RECORDS SHOWN -
········
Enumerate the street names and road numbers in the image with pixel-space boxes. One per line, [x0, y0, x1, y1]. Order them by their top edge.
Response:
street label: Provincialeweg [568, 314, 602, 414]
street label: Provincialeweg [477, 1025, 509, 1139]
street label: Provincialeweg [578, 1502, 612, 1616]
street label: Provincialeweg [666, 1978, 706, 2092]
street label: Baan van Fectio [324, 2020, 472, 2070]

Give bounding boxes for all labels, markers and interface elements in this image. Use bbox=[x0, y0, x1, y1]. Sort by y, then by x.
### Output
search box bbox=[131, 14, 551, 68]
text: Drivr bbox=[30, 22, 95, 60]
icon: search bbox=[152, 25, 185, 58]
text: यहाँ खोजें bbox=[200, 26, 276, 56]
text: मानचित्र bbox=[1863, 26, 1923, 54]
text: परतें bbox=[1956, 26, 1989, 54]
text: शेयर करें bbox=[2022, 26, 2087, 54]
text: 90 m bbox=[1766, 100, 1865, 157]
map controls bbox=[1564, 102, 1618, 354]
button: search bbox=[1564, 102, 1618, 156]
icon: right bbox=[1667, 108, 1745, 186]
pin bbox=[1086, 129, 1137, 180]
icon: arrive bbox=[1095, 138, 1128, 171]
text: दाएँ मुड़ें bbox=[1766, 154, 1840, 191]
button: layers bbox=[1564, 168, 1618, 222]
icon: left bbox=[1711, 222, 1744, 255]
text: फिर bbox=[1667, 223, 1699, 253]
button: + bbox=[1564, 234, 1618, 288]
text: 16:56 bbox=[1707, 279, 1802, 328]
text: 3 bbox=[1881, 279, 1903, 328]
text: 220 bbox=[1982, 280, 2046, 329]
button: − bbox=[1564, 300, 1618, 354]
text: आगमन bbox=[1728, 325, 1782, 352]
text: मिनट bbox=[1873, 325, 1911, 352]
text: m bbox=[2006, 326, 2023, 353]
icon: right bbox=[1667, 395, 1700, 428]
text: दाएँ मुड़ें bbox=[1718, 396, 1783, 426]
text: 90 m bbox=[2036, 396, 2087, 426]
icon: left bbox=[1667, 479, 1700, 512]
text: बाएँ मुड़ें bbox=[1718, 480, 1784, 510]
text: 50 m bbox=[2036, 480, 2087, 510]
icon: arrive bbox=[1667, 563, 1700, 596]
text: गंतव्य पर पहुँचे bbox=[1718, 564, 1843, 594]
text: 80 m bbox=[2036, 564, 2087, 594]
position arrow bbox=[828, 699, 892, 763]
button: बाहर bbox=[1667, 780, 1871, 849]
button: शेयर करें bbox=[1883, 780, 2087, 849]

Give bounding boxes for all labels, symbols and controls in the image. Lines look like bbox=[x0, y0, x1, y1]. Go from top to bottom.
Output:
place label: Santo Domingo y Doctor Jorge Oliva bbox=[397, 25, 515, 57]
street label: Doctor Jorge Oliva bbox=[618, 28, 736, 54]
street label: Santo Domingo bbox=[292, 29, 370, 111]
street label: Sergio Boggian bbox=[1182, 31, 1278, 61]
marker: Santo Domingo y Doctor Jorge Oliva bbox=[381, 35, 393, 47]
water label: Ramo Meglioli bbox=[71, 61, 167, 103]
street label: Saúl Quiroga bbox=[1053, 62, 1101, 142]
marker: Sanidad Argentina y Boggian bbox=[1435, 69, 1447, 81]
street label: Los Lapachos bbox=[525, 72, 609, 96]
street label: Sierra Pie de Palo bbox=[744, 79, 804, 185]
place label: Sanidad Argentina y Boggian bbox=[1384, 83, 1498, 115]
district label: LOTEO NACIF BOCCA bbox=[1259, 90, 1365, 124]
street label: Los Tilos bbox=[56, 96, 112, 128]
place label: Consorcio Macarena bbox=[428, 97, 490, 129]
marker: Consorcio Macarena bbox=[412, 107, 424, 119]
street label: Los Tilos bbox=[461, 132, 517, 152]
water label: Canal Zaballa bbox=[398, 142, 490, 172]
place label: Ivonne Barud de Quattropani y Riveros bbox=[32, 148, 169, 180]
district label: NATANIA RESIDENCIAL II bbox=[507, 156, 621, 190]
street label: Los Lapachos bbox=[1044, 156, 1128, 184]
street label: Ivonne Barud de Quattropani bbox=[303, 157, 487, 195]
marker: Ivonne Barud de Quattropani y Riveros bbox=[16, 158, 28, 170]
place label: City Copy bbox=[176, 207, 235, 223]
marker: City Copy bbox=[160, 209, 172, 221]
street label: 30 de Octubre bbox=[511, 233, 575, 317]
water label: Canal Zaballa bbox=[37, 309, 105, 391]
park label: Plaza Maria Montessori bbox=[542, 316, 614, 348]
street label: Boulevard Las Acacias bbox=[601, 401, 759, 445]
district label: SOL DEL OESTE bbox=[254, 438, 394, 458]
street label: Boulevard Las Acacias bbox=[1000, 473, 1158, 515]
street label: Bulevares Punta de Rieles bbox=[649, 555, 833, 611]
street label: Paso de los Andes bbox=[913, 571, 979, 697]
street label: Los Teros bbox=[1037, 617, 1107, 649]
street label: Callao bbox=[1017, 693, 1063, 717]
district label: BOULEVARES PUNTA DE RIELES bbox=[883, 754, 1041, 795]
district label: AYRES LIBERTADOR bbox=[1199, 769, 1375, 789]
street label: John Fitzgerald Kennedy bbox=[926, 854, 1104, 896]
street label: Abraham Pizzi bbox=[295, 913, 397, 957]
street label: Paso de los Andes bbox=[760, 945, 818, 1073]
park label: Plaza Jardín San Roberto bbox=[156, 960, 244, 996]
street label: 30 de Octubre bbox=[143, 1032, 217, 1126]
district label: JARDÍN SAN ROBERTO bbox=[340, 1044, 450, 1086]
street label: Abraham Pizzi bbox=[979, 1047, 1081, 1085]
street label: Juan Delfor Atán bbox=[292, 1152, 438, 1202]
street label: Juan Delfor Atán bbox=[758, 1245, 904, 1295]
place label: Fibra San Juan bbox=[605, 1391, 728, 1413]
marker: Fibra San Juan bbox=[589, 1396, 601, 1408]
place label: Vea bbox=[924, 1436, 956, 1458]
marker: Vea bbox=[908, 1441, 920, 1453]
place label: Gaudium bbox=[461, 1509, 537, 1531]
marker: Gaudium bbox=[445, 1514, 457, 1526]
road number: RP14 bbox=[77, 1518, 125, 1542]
········
ASSIGNED TASK -
Go through the records line by line, and copy each line that holds the string "right".

TASK SOLUTION -
icon: right bbox=[1667, 108, 1745, 186]
icon: right bbox=[1667, 395, 1700, 428]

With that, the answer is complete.